'96 Pontiac Firebird misfiring code, plugs + wires + fuel filter = $450, reasonable?!

My baby is a ‘96 pontiac firebird with the good o’ GM 3800 series II V6. It started misfiring about late Feb, a code read at advanced auto showed a misfire in piston #6.

I took it to a shop recommended by a friend. They came back to me with a quote of $450 to change out the spark plugs/wires/fuel filter. They want 3.5 hours of labor, and $150 for the parts.

I think that’s highway robbery. I took the car to the shop to make sure it wasn’t something more serious, but it seems the shop didn’t do much other than pop the hood and read the code. If I don’t let them do the work, they want to charge $40+ for this check, which I’ve already done.

I actually provided them with a detailed description, including the specific code from the OBD scanner. Prob not a good idea thinking back.

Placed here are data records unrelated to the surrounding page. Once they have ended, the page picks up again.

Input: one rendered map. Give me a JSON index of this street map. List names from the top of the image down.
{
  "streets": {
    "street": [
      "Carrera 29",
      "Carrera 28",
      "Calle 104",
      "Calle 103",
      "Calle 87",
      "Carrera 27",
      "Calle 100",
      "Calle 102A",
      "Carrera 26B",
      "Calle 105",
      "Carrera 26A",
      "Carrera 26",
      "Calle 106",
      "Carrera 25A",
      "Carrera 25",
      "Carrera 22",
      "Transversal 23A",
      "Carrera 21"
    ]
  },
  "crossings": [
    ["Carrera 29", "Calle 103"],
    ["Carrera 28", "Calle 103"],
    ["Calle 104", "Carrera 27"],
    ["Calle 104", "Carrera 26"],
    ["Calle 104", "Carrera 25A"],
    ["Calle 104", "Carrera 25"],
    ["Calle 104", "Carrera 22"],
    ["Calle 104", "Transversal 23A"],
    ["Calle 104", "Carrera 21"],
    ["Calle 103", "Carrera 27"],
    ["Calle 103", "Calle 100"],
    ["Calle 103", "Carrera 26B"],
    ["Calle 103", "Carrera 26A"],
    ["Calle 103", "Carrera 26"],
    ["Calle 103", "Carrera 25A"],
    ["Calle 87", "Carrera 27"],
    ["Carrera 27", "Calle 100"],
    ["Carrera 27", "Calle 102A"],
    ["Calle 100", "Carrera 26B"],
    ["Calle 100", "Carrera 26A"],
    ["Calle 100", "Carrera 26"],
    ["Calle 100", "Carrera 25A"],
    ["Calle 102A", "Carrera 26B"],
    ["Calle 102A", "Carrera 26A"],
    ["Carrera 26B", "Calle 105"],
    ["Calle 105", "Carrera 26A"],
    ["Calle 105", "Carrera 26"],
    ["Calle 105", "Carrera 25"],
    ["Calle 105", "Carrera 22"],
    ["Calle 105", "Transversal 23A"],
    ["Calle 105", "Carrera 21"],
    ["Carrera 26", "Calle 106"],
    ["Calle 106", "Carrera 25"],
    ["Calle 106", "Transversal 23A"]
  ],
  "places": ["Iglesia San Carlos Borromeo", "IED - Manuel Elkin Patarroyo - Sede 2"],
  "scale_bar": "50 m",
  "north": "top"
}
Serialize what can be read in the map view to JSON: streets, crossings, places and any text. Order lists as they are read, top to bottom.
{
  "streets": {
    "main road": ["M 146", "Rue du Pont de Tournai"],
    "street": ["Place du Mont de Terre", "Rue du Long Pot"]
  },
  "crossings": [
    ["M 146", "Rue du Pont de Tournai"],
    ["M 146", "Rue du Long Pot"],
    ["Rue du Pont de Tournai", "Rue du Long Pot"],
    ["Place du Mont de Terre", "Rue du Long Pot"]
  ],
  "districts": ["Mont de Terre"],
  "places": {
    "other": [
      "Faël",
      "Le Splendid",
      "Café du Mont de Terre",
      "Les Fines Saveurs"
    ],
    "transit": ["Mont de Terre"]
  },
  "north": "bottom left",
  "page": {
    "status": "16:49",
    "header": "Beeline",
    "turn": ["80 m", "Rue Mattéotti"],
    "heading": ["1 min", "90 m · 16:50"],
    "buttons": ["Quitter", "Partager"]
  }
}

I need some inputs. I think I’ll do this myself and bite the bullet on their fees.

Hey, if you can do it yourself by all means go for it.

The diagnostic fee is cheap. Most shops here charge $100+/- minimum fee. You’re tying up there shop time to have it done.

Additionally, I doubt that any shop will do a repair based on a code that the customer brngs in. They have no idea if it was done right and any respectable shop would want to check the codes themselves before starting. That’s only prudent.

Is there a guarantee that (I want to say no more codes but that would not be correct) you problem is fixed? What I think is going on is they are doing standard misfire work, be prepared for further work.

Offhand, the figure may seem high but you did not state the location where you live. In some parts of the country (San Francisco for one) labor rates can be 150 a flat rate hour.
That’s not gouging; it’s what the local economy demands. Operate a repair shop and you’ll see that this “highway robbery” is often not what it appears to be.

Keep in mind that you’ve been driving a misfiring car since “late Feb”. This means roughly 2 months of a crummy running car. What may have started out as a bad spark plug may have now killed the plug wires (common problem fault on the 3.8) and is also taking out the ignition coil. Eventually the ignition module will also go.
Along with killing the O2 sensors, clogging the converters and EGR circuits, etc.

You can certainly do this job yourself but I’ll tell you right now; changing those spark plugs is a pain in the neck. My son has a 96 Camaro 3.8 and only 1 plug out of the 6 is easy to get to. Another is fairly easy. The other 4 have to be done from underneath and even then it’s a royal aggravation. Profanity, bleeding knuckles, an assortment of wobbles and rubber hose, are all likely to be involved.

The thing is, the SES light went off twice, the second time on the day before I took her in to the shop. So when they first called me, the light was still off. I asked them if they did any more diagnostic work, or even rev the engine a little (it caused it to come back the other times). They replied that they can’t afford to have people driving “50 miles” around to try to see if the SES light will come back on. Later a friend told me that the OBD code sometimes would be stored even if the light is off.

My main purpose of taking the car to a shop is to make sure this is not something more serious than basic wear & tear. I knew wires & plugs are usually where you start with misfire. Maybe I was just expecting too much for an “engine check” service.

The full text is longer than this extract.